This past Saturday, was Super Saturday.
It a day set aside for Pratt’s graduate students to present their year long projects to the Pratt Community. It’s a fun time, a time to gather and meet. A time for discussions about community, preservation, gentrification. A time for futuristic thinking. Planning. Mapping. GISing.
A time to find out about what’s being built in the city and what’s being taken down. Who’s doing what and how are they doing it and where is the money coming from. Who got a scholarship and how was it possible and how can I sign up for next time.
It’s a time to be questioned by peers and professors about how you foresee your project coming into fruition.

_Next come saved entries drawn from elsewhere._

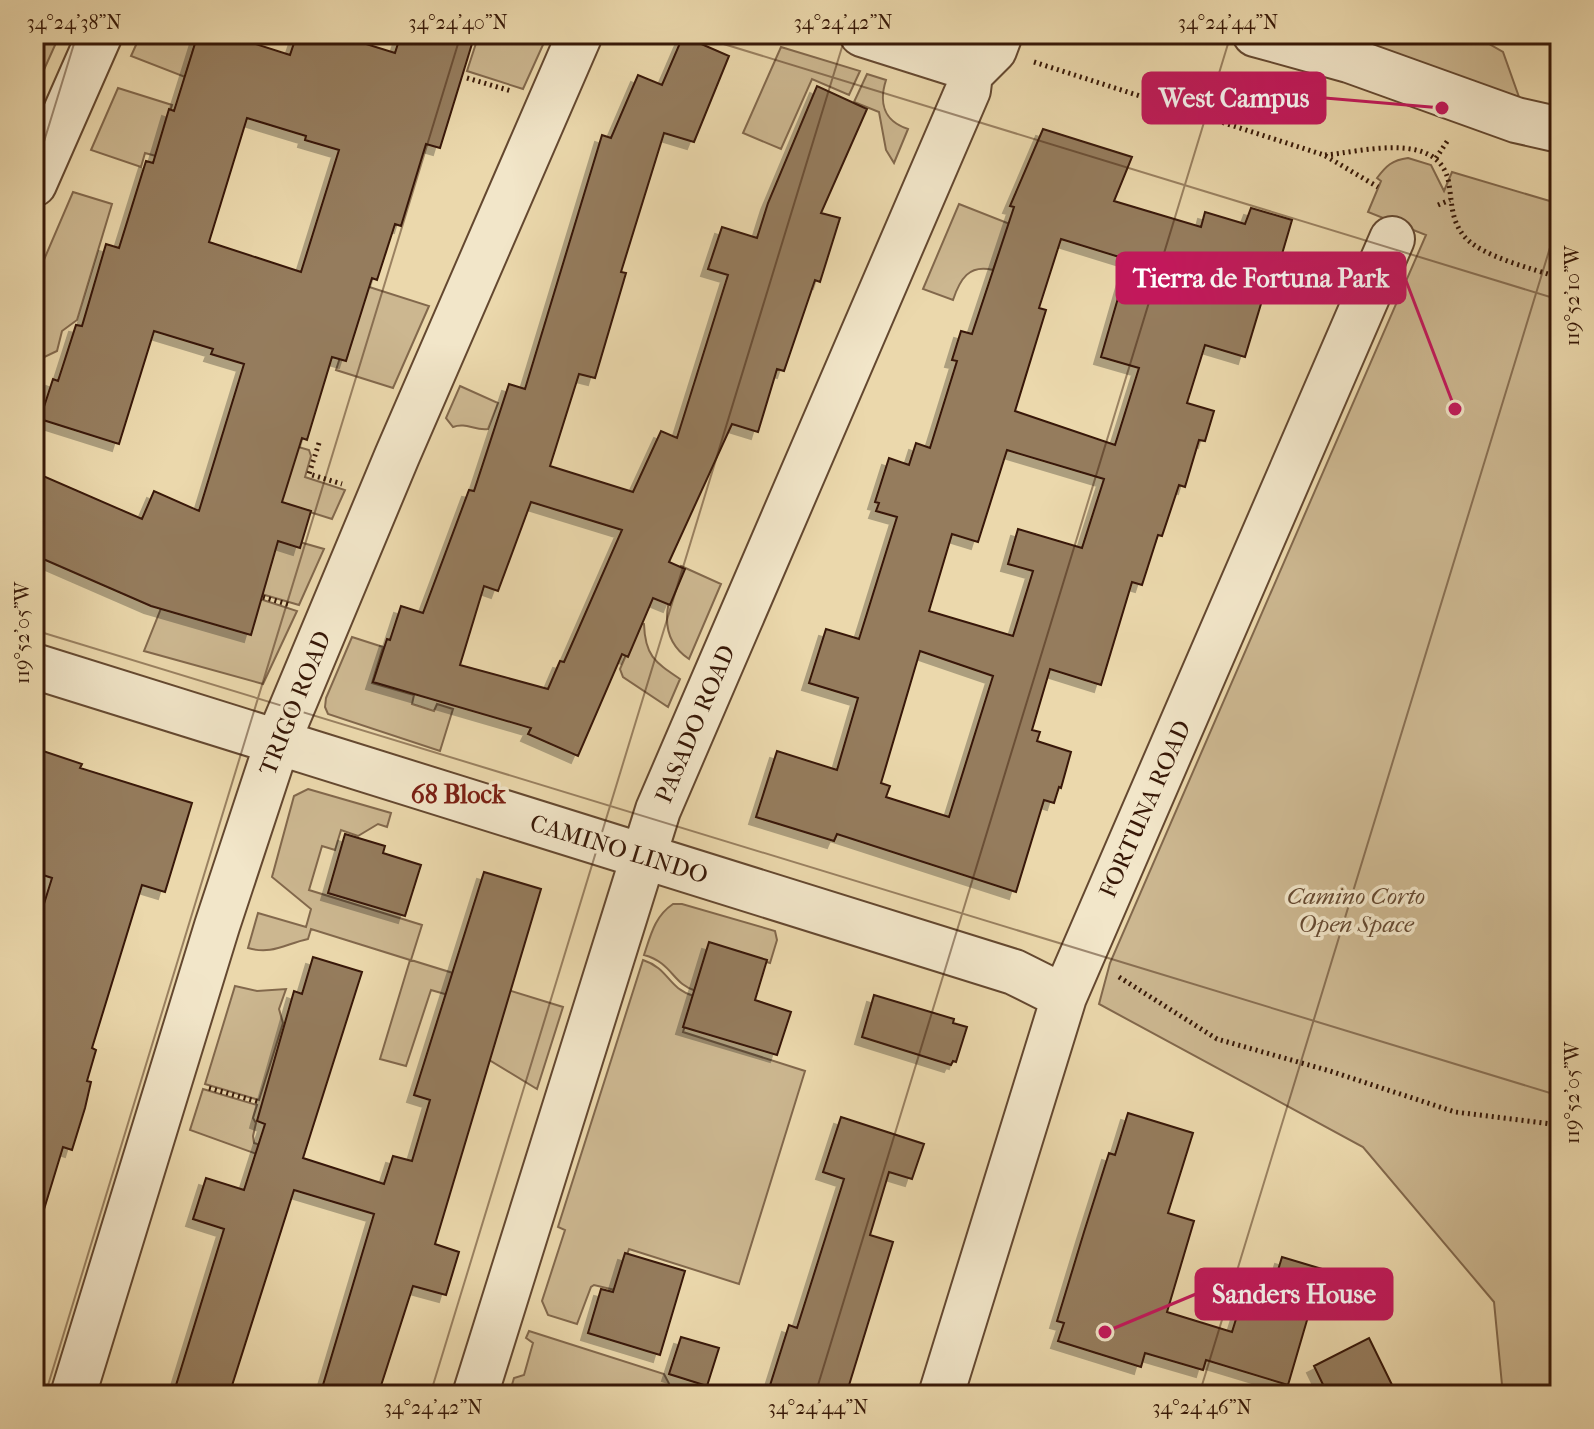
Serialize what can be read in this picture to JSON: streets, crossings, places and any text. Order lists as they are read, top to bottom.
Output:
{
  "streets": {
    "street": [
      "TRIGO ROAD",
      "PASADO ROAD",
      "FORTUNA ROAD",
      "CAMINO LINDO"
    ]
  },
  "crossings": [
    ["TRIGO ROAD", "CAMINO LINDO"],
    ["PASADO ROAD", "CAMINO LINDO"],
    ["FORTUNA ROAD", "CAMINO LINDO"]
  ],
  "districts": ["68 Block"],
  "parks": ["Camino Corto Open Space"],
  "places": ["West Campus", "Tierra de Fortuna Park", "Sanders House"],
  "coordinates": [
    "34°24'38\"N",
    "34°24'40\"N",
    "34°24'42\"N",
    "34°24'44\"N",
    "119°52'10\"W",
    "119°52'05\"W",
    "34°24'46\"N"
  ]
}
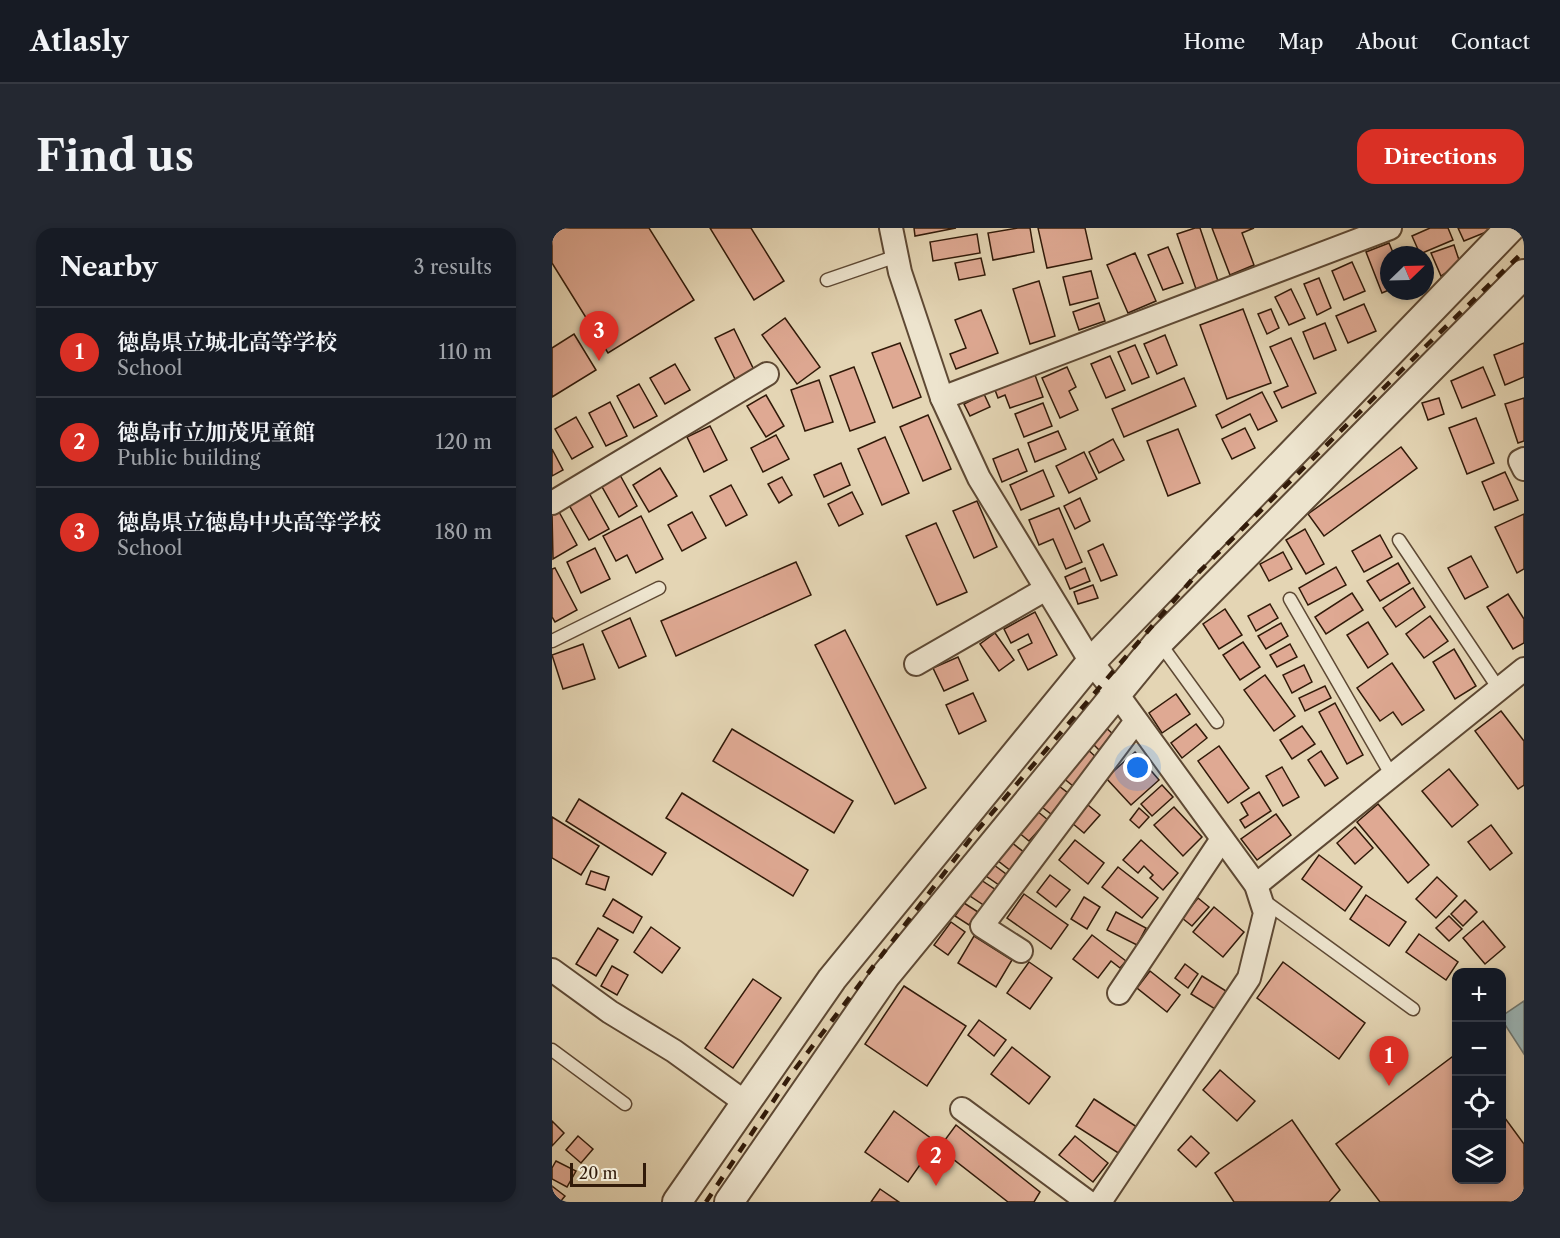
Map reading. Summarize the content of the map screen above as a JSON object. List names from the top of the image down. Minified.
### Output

This year It happened virtually.
Someone had the control to mute voices. Someone had the control to mute comments. Any type of talking meant timing and/ or texting.

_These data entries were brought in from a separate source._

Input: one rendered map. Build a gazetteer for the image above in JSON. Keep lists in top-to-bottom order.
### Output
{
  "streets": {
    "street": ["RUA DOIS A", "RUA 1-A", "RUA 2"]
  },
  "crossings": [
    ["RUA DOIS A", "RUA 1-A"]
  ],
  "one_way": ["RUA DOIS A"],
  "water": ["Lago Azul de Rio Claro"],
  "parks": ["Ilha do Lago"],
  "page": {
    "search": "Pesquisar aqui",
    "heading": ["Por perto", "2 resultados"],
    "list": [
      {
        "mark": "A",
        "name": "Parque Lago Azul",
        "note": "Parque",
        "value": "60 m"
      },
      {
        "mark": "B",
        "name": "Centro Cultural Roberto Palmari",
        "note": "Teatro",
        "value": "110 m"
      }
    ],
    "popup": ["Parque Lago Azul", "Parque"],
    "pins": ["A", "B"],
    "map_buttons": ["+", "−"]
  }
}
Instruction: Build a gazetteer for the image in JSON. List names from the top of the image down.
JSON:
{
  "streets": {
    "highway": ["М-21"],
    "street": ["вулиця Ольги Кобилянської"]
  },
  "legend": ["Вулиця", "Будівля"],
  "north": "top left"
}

This time, the Pratt Community spoke about Community trying to maintain what they knew as community.
I was planning on picking up a card from Family Dollar for my sister and this is what I saw, All Mother Day’s cards were sold out the Saturday before Mother’s Day
As tradition has it, every first Monday of each month, my school would gather for assembly. We will lift our voices and sing the anthem.
This Monday we were muted. We listed to a muffled Dr. Roland Carter version.
We listened to our Principal tell us the virtue of the month, Resilience. Resilience.
And, just like that, Assembly was over.
When the question was asked, anyone have anything to say, the students unmuted their microphones and said hi. Cries of children saying hi as if they wouldn’t have an opportunity to be heard. Calling teacher names and saying they missed them.
This was the first assembly I cried. The first assembly I didn’t have to speak to any children nor lead them in a rendition of the Black National Anthem.
Another voice came. Assembly is over, please hang up.
No one moved. Everyone stayed. No one spoke. just stayed in the call. Until the call was dropped.